DATA IN THIS EXERCISE section start
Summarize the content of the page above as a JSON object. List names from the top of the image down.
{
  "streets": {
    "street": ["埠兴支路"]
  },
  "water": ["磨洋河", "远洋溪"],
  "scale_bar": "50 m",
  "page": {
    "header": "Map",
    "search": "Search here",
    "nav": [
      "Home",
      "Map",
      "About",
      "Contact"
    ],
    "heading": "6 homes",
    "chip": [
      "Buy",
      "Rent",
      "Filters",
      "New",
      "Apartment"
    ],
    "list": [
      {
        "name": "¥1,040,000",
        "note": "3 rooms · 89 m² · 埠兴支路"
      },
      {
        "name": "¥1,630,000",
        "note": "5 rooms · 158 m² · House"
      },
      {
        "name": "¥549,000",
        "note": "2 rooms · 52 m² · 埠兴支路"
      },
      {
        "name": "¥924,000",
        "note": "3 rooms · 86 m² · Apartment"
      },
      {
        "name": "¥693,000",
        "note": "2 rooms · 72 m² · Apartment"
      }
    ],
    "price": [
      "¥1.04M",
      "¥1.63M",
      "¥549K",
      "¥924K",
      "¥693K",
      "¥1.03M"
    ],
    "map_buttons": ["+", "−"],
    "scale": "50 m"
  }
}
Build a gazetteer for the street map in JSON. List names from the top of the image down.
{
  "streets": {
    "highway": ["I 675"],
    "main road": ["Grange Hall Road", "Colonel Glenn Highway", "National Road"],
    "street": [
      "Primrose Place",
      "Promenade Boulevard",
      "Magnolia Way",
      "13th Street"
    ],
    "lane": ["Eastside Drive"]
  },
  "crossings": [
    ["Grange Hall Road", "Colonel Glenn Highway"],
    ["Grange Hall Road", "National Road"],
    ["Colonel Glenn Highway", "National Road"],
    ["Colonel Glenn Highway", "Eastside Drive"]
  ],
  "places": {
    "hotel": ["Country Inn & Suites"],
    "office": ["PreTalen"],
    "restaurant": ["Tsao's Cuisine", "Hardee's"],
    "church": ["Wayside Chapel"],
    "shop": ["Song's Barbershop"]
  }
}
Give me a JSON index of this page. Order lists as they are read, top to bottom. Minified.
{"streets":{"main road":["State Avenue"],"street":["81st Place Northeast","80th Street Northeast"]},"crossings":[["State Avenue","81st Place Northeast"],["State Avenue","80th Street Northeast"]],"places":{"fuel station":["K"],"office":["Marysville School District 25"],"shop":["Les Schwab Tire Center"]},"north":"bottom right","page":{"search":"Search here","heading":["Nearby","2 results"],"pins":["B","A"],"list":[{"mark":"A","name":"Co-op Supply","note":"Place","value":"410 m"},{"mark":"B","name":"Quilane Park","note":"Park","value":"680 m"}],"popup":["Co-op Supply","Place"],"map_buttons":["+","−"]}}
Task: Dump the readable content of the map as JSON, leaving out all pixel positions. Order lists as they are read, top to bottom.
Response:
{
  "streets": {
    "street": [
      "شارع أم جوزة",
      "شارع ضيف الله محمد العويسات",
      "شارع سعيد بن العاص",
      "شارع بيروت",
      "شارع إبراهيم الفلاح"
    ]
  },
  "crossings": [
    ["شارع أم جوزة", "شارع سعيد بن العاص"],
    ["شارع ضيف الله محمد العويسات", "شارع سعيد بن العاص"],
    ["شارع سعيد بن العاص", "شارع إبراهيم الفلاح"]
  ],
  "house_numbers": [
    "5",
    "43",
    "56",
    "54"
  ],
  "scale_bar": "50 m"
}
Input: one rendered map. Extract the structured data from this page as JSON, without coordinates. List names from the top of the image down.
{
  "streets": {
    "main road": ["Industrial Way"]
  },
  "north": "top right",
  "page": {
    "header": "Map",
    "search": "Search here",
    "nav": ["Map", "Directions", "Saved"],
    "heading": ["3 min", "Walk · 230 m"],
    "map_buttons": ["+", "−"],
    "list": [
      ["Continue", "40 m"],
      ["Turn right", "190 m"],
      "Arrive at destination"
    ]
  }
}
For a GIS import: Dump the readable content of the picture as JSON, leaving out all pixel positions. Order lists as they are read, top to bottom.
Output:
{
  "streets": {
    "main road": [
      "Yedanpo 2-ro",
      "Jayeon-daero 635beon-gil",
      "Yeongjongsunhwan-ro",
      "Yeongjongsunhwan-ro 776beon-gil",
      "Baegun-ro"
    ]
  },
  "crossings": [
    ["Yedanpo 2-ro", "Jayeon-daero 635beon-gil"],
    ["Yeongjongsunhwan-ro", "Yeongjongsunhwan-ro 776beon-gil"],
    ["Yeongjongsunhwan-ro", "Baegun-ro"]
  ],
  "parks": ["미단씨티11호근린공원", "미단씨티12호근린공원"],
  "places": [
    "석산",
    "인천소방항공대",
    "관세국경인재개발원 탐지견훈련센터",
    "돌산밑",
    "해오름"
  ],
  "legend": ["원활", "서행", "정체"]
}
DATA IN THIS EXERCISE section end
WORK TO COMPLETE »
Extract all of the data exactly as written.

RESPONSE TO THIS EXERCISE »
Summarize the content of the page above as a JSON object. List names from the top of the image down.
{
  "streets": {
    "street": ["埠兴支路"]
  },
  "water": ["磨洋河", "远洋溪"],
  "scale_bar": "50 m",
  "page": {
    "header": "Map",
    "search": "Search here",
    "nav": [
      "Home",
      "Map",
      "About",
      "Contact"
    ],
    "heading": "6 homes",
    "chip": [
      "Buy",
      "Rent",
      "Filters",
      "New",
      "Apartment"
    ],
    "list": [
      {
        "name": "¥1,040,000",
        "note": "3 rooms · 89 m² · 埠兴支路"
      },
      {
        "name": "¥1,630,000",
        "note": "5 rooms · 158 m² · House"
      },
      {
        "name": "¥549,000",
        "note": "2 rooms · 52 m² · 埠兴支路"
      },
      {
        "name": "¥924,000",
        "note": "3 rooms · 86 m² · Apartment"
      },
      {
        "name": "¥693,000",
        "note": "2 rooms · 72 m² · Apartment"
      }
    ],
    "price": [
      "¥1.04M",
      "¥1.63M",
      "¥549K",
      "¥924K",
      "¥693K",
      "¥1.03M"
    ],
    "map_buttons": ["+", "−"],
    "scale": "50 m"
  }
}
Build a gazetteer for the street map in JSON. List names from the top of the image down.
{
  "streets": {
    "highway": ["I 675"],
    "main road": ["Grange Hall Road", "Colonel Glenn Highway", "National Road"],
    "street": [
      "Primrose Place",
      "Promenade Boulevard",
      "Magnolia Way",
      "13th Street"
    ],
    "lane": ["Eastside Drive"]
  },
  "crossings": [
    ["Grange Hall Road", "Colonel Glenn Highway"],
    ["Grange Hall Road", "National Road"],
    ["Colonel Glenn Highway", "National Road"],
    ["Colonel Glenn Highway", "Eastside Drive"]
  ],
  "places": {
    "hotel": ["Country Inn & Suites"],
    "office": ["PreTalen"],
    "restaurant": ["Tsao's Cuisine", "Hardee's"],
    "church": ["Wayside Chapel"],
    "shop": ["Song's Barbershop"]
  }
}
Give me a JSON index of this page. Order lists as they are read, top to bottom. Minified.
{"streets":{"main road":["State Avenue"],"street":["81st Place Northeast","80th Street Northeast"]},"crossings":[["State Avenue","81st Place Northeast"],["State Avenue","80th Street Northeast"]],"places":{"fuel station":["K"],"office":["Marysville School District 25"],"shop":["Les Schwab Tire Center"]},"north":"bottom right","page":{"search":"Search here","heading":["Nearby","2 results"],"pins":["B","A"],"list":[{"mark":"A","name":"Co-op Supply","note":"Place","value":"410 m"},{"mark":"B","name":"Quilane Park","note":"Park","value":"680 m"}],"popup":["Co-op Supply","Place"],"map_buttons":["+","−"]}}
Task: Dump the readable content of the map as JSON, leaving out all pixel positions. Order lists as they are read, top to bottom.
Response:
{
  "streets": {
    "street": [
      "شارع أم جوزة",
      "شارع ضيف الله محمد العويسات",
      "شارع سعيد بن العاص",
      "شارع بيروت",
      "شارع إبراهيم الفلاح"
    ]
  },
  "crossings": [
    ["شارع أم جوزة", "شارع سعيد بن العاص"],
    ["شارع ضيف الله محمد العويسات", "شارع سعيد بن العاص"],
    ["شارع سعيد بن العاص", "شارع إبراهيم الفلاح"]
  ],
  "house_numbers": [
    "5",
    "43",
    "56",
    "54"
  ],
  "scale_bar": "50 m"
}
Input: one rendered map. Extract the structured data from this page as JSON, without coordinates. List names from the top of the image down.
{
  "streets": {
    "main road": ["Industrial Way"]
  },
  "north": "top right",
  "page": {
    "header": "Map",
    "search": "Search here",
    "nav": ["Map", "Directions", "Saved"],
    "heading": ["3 min", "Walk · 230 m"],
    "map_buttons": ["+", "−"],
    "list": [
      ["Continue", "40 m"],
      ["Turn right", "190 m"],
      "Arrive at destination"
    ]
  }
}
For a GIS import: Dump the readable content of the picture as JSON, leaving out all pixel positions. Order lists as they are read, top to bottom.
Output:
{
  "streets": {
    "main road": [
      "Yedanpo 2-ro",
      "Jayeon-daero 635beon-gil",
      "Yeongjongsunhwan-ro",
      "Yeongjongsunhwan-ro 776beon-gil",
      "Baegun-ro"
    ]
  },
  "crossings": [
    ["Yedanpo 2-ro", "Jayeon-daero 635beon-gil"],
    ["Yeongjongsunhwan-ro", "Yeongjongsunhwan-ro 776beon-gil"],
    ["Yeongjongsunhwan-ro", "Baegun-ro"]
  ],
  "parks": ["미단씨티11호근린공원", "미단씨티12호근린공원"],
  "places": [
    "석산",
    "인천소방항공대",
    "관세국경인재개발원 탐지견훈련센터",
    "돌산밑",
    "해오름"
  ],
  "legend": ["원활", "서행", "정체"]
}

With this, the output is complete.